Drug-resistance pathogens e.g., Pseudomonas aeruginosa are highly resistant to stress conditions, become hospital monsters, and cause severe infections and death. Because known drugs are inherently inactive to treat these infections, solutions are urgently needed. I aimed to investigate the potential applications of applying bacterial extracellular vesicles (EVs) extracted from P. aeruginosa PAO1 to combat drug-resistant pathogens. I hypothesized that bacterial biofilms secrete EVs to connect with other cells in their biofilm community, these EVs carry dependent-growth signals that control biofilm behavior, and if extracted during the disaggregation/lyses phase (D-EVs), they carry growth inhibitor-signal proteins and regulate programmed cell death (PCD). I implemented two aims to test my hypothesis. First, explore the dual effect of P. aeruginosa PAO1 G-EVs and D-EVs on P. aeruginosa PAO1 biofilms. Second: comprehensive proteomic analysis of Pseudomonas aeruginosa (PAO1) biofilm cells, and their corresponding EVs extracted at different growth phases.

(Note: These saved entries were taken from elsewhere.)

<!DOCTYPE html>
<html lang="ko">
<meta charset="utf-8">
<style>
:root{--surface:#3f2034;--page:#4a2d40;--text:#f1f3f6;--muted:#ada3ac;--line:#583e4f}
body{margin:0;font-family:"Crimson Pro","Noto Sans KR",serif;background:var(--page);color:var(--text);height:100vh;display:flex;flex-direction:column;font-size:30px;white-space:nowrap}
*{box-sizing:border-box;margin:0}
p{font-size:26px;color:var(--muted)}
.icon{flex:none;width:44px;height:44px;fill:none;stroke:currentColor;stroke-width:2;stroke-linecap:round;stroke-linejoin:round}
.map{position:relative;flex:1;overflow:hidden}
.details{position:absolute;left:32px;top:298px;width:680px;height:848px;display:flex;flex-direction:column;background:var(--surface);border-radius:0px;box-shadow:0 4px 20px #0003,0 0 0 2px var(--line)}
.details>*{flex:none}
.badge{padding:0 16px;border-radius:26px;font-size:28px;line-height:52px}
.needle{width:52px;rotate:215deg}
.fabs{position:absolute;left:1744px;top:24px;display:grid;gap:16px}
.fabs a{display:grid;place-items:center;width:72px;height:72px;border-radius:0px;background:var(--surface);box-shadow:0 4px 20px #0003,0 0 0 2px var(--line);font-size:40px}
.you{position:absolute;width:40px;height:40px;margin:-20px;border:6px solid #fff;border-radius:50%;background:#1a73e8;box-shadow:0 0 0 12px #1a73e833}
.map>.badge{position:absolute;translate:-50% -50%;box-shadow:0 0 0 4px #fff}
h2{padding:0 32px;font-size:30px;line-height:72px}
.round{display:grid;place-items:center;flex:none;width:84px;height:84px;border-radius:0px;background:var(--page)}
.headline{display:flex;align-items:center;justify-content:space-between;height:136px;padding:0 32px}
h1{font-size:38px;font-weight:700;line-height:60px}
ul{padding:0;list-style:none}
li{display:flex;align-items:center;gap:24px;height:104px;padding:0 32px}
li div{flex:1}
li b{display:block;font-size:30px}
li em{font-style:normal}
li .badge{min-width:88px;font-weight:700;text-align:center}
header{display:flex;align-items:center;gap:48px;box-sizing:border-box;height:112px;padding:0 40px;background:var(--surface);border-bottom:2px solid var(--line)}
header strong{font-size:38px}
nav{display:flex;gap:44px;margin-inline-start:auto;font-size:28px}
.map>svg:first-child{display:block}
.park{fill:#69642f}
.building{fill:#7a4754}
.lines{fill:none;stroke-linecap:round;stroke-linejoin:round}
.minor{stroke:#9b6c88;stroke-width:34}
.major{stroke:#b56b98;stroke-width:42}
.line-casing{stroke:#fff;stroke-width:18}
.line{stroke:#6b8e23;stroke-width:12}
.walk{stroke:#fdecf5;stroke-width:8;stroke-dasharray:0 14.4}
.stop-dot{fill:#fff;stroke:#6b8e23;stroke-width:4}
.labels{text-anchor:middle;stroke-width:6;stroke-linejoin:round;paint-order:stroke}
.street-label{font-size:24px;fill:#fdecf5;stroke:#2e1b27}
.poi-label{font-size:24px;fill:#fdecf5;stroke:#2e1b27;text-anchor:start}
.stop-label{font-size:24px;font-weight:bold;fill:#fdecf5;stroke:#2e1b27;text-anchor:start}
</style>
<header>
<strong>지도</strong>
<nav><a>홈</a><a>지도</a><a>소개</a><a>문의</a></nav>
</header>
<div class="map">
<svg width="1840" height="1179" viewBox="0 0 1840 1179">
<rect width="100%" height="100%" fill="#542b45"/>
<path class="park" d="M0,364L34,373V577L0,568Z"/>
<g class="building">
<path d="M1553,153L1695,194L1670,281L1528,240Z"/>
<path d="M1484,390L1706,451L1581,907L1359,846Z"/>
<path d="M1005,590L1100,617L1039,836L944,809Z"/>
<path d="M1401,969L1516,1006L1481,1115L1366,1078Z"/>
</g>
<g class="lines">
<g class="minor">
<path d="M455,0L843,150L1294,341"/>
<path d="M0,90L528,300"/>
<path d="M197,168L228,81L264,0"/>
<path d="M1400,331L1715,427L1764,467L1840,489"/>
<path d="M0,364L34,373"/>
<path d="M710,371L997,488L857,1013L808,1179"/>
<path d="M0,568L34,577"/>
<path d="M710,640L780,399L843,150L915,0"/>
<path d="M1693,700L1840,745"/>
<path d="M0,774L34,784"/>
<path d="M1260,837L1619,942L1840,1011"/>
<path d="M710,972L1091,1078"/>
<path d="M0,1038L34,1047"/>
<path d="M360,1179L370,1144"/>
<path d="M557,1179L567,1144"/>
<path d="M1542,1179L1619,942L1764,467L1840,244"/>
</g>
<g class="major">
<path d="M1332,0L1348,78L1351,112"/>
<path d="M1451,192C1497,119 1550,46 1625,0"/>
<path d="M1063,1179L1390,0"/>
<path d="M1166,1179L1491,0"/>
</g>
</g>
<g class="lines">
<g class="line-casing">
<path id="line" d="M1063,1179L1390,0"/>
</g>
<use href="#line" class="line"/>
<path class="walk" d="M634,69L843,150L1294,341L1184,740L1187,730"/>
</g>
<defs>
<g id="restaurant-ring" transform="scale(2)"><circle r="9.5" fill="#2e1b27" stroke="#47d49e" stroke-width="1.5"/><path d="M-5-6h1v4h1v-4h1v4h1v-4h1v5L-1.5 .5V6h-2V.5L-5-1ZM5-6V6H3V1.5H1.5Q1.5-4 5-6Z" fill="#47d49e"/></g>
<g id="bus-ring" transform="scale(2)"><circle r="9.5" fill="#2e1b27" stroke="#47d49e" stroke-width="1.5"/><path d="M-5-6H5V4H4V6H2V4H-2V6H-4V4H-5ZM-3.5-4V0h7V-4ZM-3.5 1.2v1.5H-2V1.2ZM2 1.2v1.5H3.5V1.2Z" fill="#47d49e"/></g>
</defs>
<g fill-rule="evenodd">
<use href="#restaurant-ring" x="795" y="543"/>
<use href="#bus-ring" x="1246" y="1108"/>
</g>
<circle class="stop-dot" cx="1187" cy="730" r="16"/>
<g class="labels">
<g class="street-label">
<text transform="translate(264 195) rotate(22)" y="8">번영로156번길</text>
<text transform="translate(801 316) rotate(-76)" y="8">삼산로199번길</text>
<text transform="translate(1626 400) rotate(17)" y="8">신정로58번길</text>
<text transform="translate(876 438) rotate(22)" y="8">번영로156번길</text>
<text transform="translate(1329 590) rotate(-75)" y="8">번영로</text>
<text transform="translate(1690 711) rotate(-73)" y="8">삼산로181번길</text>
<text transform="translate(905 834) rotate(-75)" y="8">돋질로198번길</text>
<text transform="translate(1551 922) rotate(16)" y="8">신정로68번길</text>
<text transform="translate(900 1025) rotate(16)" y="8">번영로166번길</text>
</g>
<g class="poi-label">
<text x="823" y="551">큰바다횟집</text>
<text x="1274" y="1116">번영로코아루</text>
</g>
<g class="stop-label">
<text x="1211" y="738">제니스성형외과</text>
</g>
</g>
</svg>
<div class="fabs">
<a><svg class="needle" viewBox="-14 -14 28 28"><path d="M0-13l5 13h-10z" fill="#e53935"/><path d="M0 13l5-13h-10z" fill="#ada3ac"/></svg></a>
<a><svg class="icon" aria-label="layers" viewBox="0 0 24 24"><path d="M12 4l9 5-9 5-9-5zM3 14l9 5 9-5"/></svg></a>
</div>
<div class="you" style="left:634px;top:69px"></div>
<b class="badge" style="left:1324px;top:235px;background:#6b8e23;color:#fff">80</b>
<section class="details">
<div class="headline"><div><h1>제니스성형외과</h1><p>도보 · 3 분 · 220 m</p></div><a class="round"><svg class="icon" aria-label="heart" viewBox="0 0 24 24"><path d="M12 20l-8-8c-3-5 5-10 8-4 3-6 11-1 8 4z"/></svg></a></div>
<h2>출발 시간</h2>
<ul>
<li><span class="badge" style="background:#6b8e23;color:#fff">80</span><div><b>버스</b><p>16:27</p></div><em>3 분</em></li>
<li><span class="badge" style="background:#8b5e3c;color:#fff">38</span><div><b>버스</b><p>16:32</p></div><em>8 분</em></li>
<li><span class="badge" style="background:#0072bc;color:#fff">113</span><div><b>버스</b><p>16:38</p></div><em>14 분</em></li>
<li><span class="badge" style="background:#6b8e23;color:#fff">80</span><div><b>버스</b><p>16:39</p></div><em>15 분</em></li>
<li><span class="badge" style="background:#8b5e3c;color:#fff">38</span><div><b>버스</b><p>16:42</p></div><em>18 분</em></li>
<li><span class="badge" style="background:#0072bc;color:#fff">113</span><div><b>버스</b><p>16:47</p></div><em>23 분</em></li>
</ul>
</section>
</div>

My research results exhibited that PAO1-EVs carry unique proteins that fingerprint their role as messengers to coordinate the cellular activities of neighboring cells and facilitate the establishment of a biofilm community. Growth EVs (G-EVs) and disaggregation/cell lyses EVs (D-EVs) display opposite bioactivity results on mature P. aeruginosa PAO1 biofilms (24-h biofilms). G-EVs accelerated the growth of PAO1 biofilms whereas D-EVs inhibited the growth of biofilms. Moreover, D-EVs can effectively prevent the formation of fresh P. aeruginosa PAO1 biofilms. D-EVs can effectively inhibit 96h P. aeruginosa PAO1 biofilms under depleted nutrition conditions when 50μM of Fe3+ ions were supplemented.
I was one of the first to report on the functional role of bacterial EVs in managing cultural growth, and their proteomics differences based on the growth phase of their parental biofilm cells. Altogether, my results examine the burgeoning field of bacterial EV research and focus on drug-resistance pathogens.